Article Text
Abstract
Introduction Sex cord tumor with annular tubules (SCTAT) represents less than 1% of ovarian neoplasms. It includes two forms; a form associated with Peuz-Jeghers syndrome (PJS) which is usually benign, and the other one, sporadic, with malignant behavior. We aim to study the clinical, radiological, and pathological particularities of SCTAT.
Methods We report four cases of SCTAT treated in Salah Azaiz Institute of Oncology, Tunis, Tunisia between 2000 and 2013.
Results The average age was 30 years, ranging from 4 to 76 years. The age of our patients ranged from 10 to 32 years. One of our patients had a concomitant diagnosis of PJS. The tumor was unilateral in all cases and was revealed by precocious puberty in one case. Gross findings showed a solid tumor, with a yellow cut surface. The size ranged from 0,5 to 28 cm. The morphological features were characteristic but intermediate between granulosa and Sertoli cells. Immunohistochemistry showed that tumor cells expressed inhibin and calretinin. The treatment was surgical, often conservative.

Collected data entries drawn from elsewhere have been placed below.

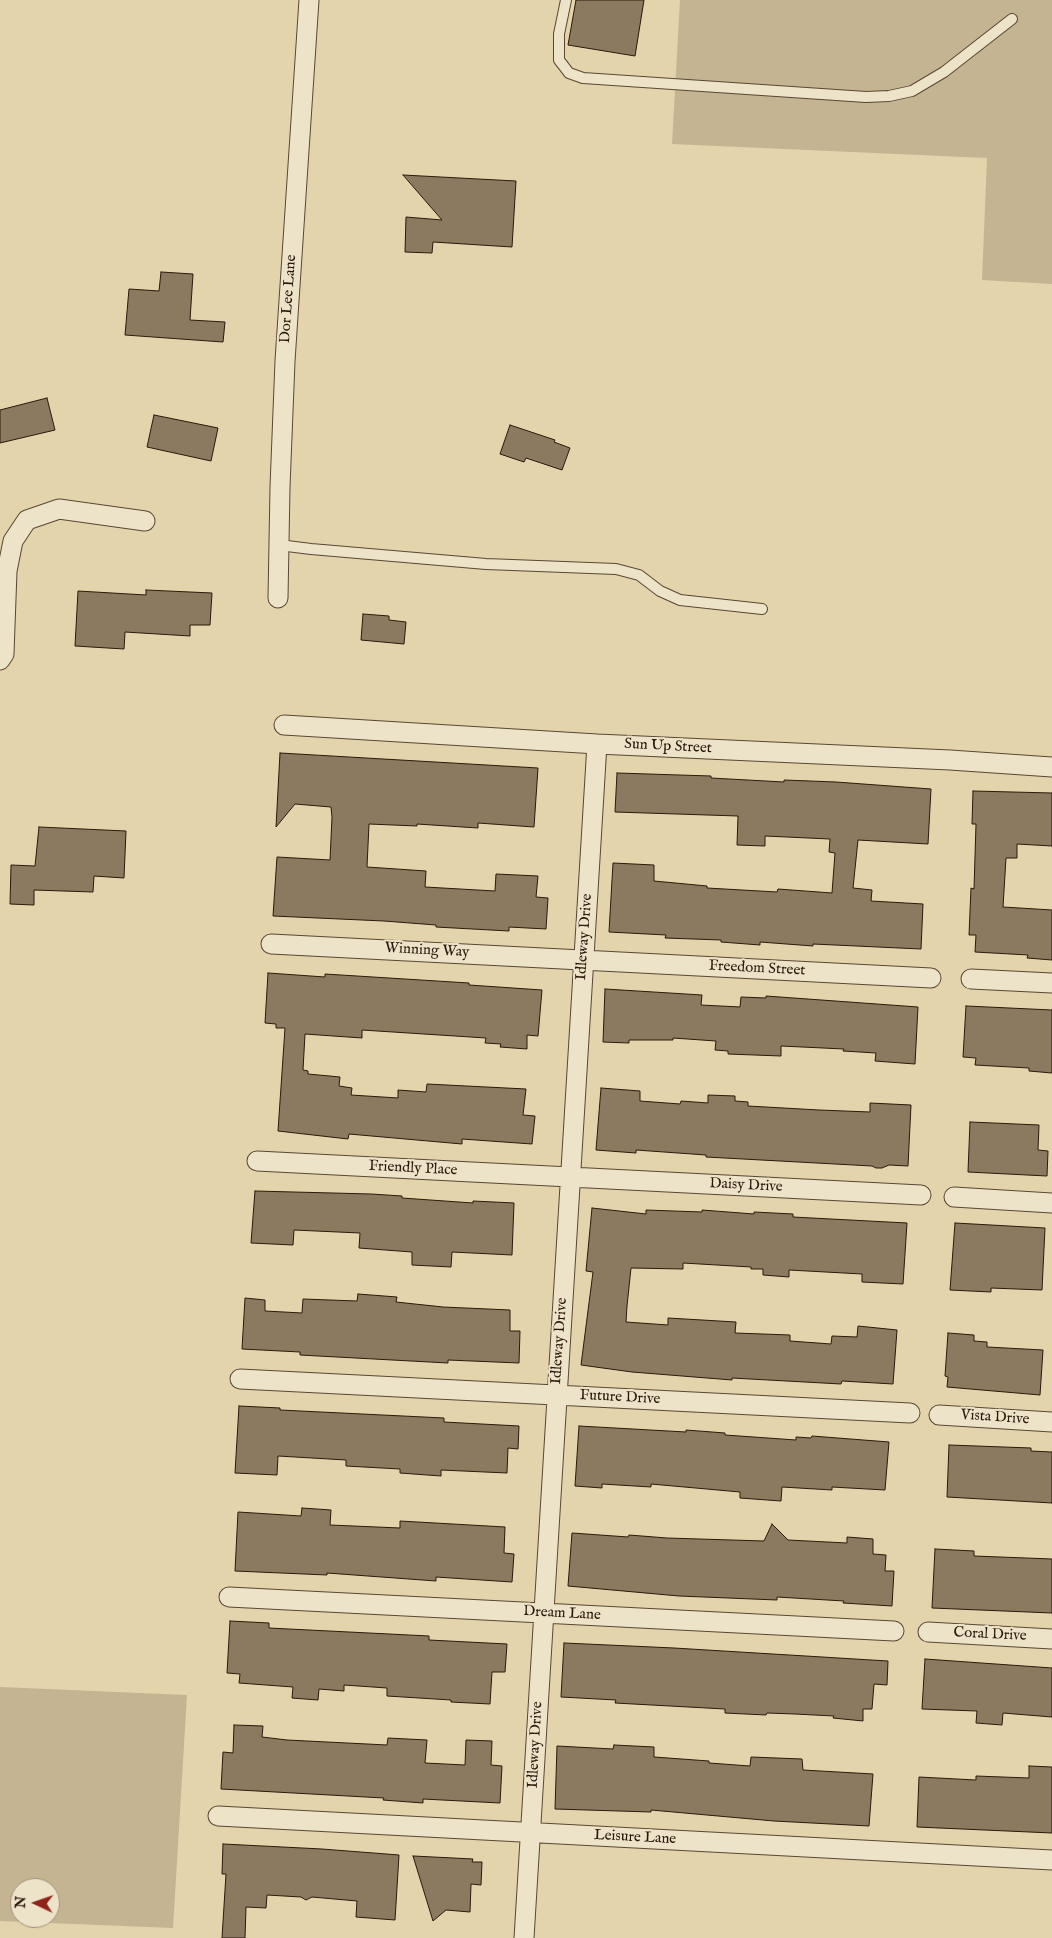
<!DOCTYPE html>
<style>
body{margin:0}
#map{position:relative;width:1052px;height:1938px;overflow:hidden;background:#e3d4ac;font-family:"IM FELL English",serif}
canvas{display:block}
.north{position:absolute;left:10px;top:1878px;width:50px;height:50px;box-sizing:border-box;background:#ede3c9;border:1px solid #9f927d;border-radius:50%;rotate:273deg;font-size:14px;font-weight:700;line-height:20px;text-align:center;color:#2b180c}
.north::after{content:'';display:block;margin:auto;width:18px;height:22px;background:#8f2418;clip-path:polygon(50% 0,100% 100%,50% 72%,0 100%)}
</style>
<div id="map">
<canvas width="1052" height="1938"></canvas>
<div class="north">N</div>
</div>
<script>
const c = document.querySelector('canvas').getContext('2d');
c.lineJoin = 'round';
function fillPath(path, color) { c.fillStyle = color; c.fill(path, 'evenodd'); }
const shape = rows => new Path2D(rows.map(r => 'M' + r).join(''));
function strokePath(path, color, width, dash) { c.strokeStyle = color; c.lineWidth = width; c.lineCap = dash ? 'butt' : 'round'; c.setLineDash(dash || []); c.stroke(path); }
function label(font, color, halo, rows, align = 'center') {
  c.font = font + ' "IM FELL English",serif'; c.lineWidth = 4; c.setLineDash([]); c.textBaseline = 'middle'; c.strokeStyle = halo; c.fillStyle = color; for (const [text, x, y, turn = 0] of rows) {
    c.save(); c.translate(x, y); c.rotate((+turn || 0) * Math.PI / 180); c.textAlign = isNaN(turn) ? turn : align; if (halo) c.strokeText(text, 0, 0); c.fillText(text, 0, 0); c.restore();
  }
}
fillPath(shape([
 [680,0,1052,0,1052,284,982,280,987,158,672,144],
 [0,1687,187,1695,173,1928,0,1921],
 [20,1888,50,1888,50,1918,20,1918]
]), '#c4b491');
const building = shape([
 [576,0,644,0,635,56,568,45,576,0],
 [403,175,516,181,512,247,433,242,432,253,405,252,406,217,442,220,403,175],
 [161,272,193,274,190,320,225,322,223,342,125,335,129,289,159,291,161,272],
 [47,398,55,430,0,443,0,410,47,398],
 [154,415,218,428,211,461,147,447,154,415],
 [510,425,555,440,554,442,570,448,562,470,526,458,524,462,500,454,510,425],
 [146,590,212,593,210,625,190,625,190,636,125,632,124,649,75,646,78,591,146,595,146,590],
 [363,614,389,616,389,620,406,622,404,644,361,640,363,614],
 [280,753,538,768,534,827,478,823,478,828,417,824,417,826,369,824,367,867,426,871,425,887,495,891,496,874,538,876,536,897,548,898,546,929,509,927,509,931,436,927,436,925,384,921,273,916,277,857,330,860,332,817,331,807,295,804,276,827,280,753],
 [617,773,711,776,711,778,784,782,784,780,836,782,931,789,928,844,858,840,853,888,872,890,871,901,923,904,921,949,813,944,813,946,760,942,760,945,721,942,721,940,665,938,666,935,609,932,613,863,654,865,654,881,707,886,707,888,777,892,778,889,832,893,835,853,829,852,830,839,765,836,765,846,737,845,738,816,615,812,617,773],
 [973,791,1052,793,1052,846,1017,844,1017,858,1006,858,1003,907,1052,910,1052,960,1027,958,1028,955,975,952,976,935,969,935,971,888,974,889,976,824,972,824,973,791],
 [39,827,126,831,124,878,94,876,93,892,34,890,34,905,10,904,11,865,35,866,39,827],
 [268,973,325,977,325,974,469,983,469,985,542,990,538,1036,527,1035,527,1049,500,1047,501,1044,485,1043,486,1038,362,1030,362,1038,305,1034,303,1070,308,1071,308,1074,340,1077,339,1086,352,1088,351,1095,398,1098,398,1090,426,1092,427,1084,526,1089,523,1115,535,1116,532,1144,462,1139,462,1144,349,1134,348,1139,278,1131,285,1028,276,1028,276,1024,265,1023,268,973],
 [605,989,702,995,701,1005,740,1007,741,997,766,998,766,996,918,1007,915,1064,875,1061,876,1053,843,1051,844,1049,781,1046,781,1056,728,1054,728,1051,715,1050,716,1041,673,1038,673,1040,629,1040,629,1043,603,1042,605,989],
 [966,1006,1052,1010,1052,1073,1029,1071,1029,1068,975,1065,976,1058,963,1057,966,1006],
 [601,1088,640,1091,640,1101,680,1104,681,1101,708,1103,708,1095,735,1096,735,1101,748,1102,748,1106,819,1110,870,1112,870,1103,911,1105,908,1166,889,1165,882,1168,876,1168,872,1166,706,1157,706,1155,636,1150,636,1153,596,1150,601,1088],
 [970,1122,1039,1125,1038,1150,1048,1151,1047,1176,968,1172,970,1122],
 [255,1191,371,1194,402,1196,402,1198,473,1203,473,1201,514,1203,512,1255,452,1252,451,1267,412,1265,412,1252,359,1248,360,1233,294,1230,293,1245,251,1243,255,1191],
 [592,1208,646,1214,646,1210,702,1212,702,1210,754,1214,754,1212,793,1214,793,1217,907,1223,903,1284,862,1282,862,1274,789,1270,789,1277,763,1275,763,1269,751,1269,751,1267,683,1263,683,1269,631,1268,627,1306,626,1322,668,1325,668,1318,736,1322,735,1333,790,1335,790,1341,831,1344,832,1336,857,1337,858,1326,897,1330,893,1384,842,1381,841,1384,732,1378,732,1380,632,1372,581,1365,593,1272,586,1271,592,1208],
 [955,1223,1045,1228,1042,1290,991,1288,991,1292,950,1290,955,1223],
 [358,1294,397,1297,396,1302,443,1307,510,1310,510,1331,520,1331,519,1363,448,1360,448,1363,300,1355,300,1352,242,1349,245,1298,265,1300,265,1311,302,1313,303,1299,357,1301,358,1294],
 [948,1333,974,1335,974,1341,987,1342,987,1347,1043,1350,1040,1395,947,1387,948,1377,945,1376,948,1333],
 [239,1406,280,1408,280,1410,444,1418,444,1422,519,1426,518,1449,508,1448,507,1473,441,1470,441,1476,400,1473,400,1469,346,1466,346,1460,278,1456,277,1475,235,1473,239,1406],
 [579,1426,686,1432,686,1430,725,1433,725,1435,796,1440,796,1437,811,1438,812,1436,889,1442,885,1490,832,1487,832,1490,782,1487,781,1501,740,1498,740,1492,651,1484,651,1487,602,1484,602,1488,575,1486,579,1426],
 [949,1445,1031,1448,1031,1451,1052,1452,1052,1503,947,1497,949,1445],
 [302,1508,331,1510,330,1525,400,1528,400,1521,505,1527,504,1553,514,1554,512,1582,436,1577,436,1581,327,1573,327,1575,235,1571,238,1512,301,1516,302,1508],
 [772,1524,788,1540,847,1543,847,1537,873,1539,873,1554,886,1555,885,1571,894,1571,892,1606,843,1603,844,1601,777,1597,777,1600,679,1596,568,1586,572,1533,628,1537,629,1535,667,1538,764,1541,772,1524],
 [935,1549,974,1551,974,1556,1052,1559,1052,1613,932,1608,935,1549],
 [230,1621,269,1623,269,1628,429,1636,429,1640,507,1644,505,1672,492,1672,490,1704,451,1702,451,1700,387,1696,387,1688,344,1685,344,1691,319,1689,318,1700,292,1698,293,1687,239,1683,240,1674,227,1673,230,1621],
 [564,1643,674,1648,888,1661,887,1685,874,1684,872,1709,863,1709,863,1721,833,1718,834,1716,795,1714,767,1713,766,1715,725,1713,725,1709,615,1703,616,1700,561,1697,564,1643],
 [925,1659,1052,1668,1052,1717,1003,1713,1002,1725,976,1723,977,1711,922,1709,925,1659],
 [234,1725,263,1726,262,1737,287,1740,387,1745,388,1738,427,1740,425,1763,465,1765,466,1740,492,1741,491,1765,502,1766,500,1803,423,1799,423,1803,383,1800,384,1798,221,1789,223,1752,233,1753,234,1725],
 [614,1745,654,1747,654,1757,709,1761,709,1763,750,1766,751,1757,802,1759,803,1770,873,1774,869,1826,774,1821,651,1810,651,1812,555,1809,557,1746,613,1749,614,1745],
 [1029,1766,1052,1767,1052,1833,917,1827,919,1777,976,1780,976,1776,1029,1778,1029,1766],
 [223,1844,322,1849,399,1855,395,1920,356,1917,357,1901,312,1897,306,1900,301,1897,267,1895,266,1908,246,1907,245,1938,222,1938,226,1874,222,1874,223,1844],
 [413,1856,473,1859,472,1862,482,1862,481,1885,471,1884,470,1912,446,1910,433,1921,413,1856]
]);
fillPath(building, '#8b7a5f');
strokePath(building, '#2b180c', 1);
const lane = shape([
 [566,0,559,34,559,60,569,73,583,78,866,97,889,96,912,91,944,72,1012,19],
 [279,545,311,549,486,564,616,569,639,575,660,591,680,600,762,609]
]);
const street = shape([
 [278,598,280,487,285,361,309,0],
 [0,660,4,654,7,571,13,541,27,520,59,509,145,521],
 [284,725,597,744,950,760,1052,767],
 [271,944,931,978],
 [971,979,1052,983],
 [257,1161,921,1195],
 [954,1197,1052,1203],
 [240,1379,910,1413],
 [939,1415,1052,1422],
 [229,1597,894,1631],
 [928,1632,1052,1639],
 [218,1816,1052,1860],
 [524,1938,597,744]
]);
strokePath(lane, '#594734', 12);
strokePath(street, '#594734', 21);
strokePath(lane, '#ede3c9', 10);
strokePath(street, '#ede3c9', 19);
label('15px', '#2b180c', '#ede3c9', [
 ["Dor Lee Lane",289,299,-86],
 ["Sun Up Street",668,747,3],
 ["Idleway Drive",585,937,-86],
 ["Winning Way",427,951,3],
 ["Freedom Street",757,969,3],
 ["Friendly Place",413,1169,3],
 ["Daisy Drive",746,1186,3],
 ["Idleway Drive",560,1341,-86],
 ["Future Drive",620,1398,3],
 ["Vista Drive",995,1418,4],
 ["Dream Lane",562,1614,3],
 ["Coral Drive",990,1635,3],
 ["Idleway Drive",536,1745,-87],
 ["Leisure Lane",635,1838,3]
]);
</script>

The diagnosis of malignancy wasn’t focused on histological features, but on tumor extension, clinical course, and presence of metastases.
Conclusion SCTAT is a rare tumor, usually benign. The diagnosis is based on histological examination. Malignant potential is noted in sporadic forms. Surgery remains the corner stone of the treatment which is most often conservative, based on oophorectomy.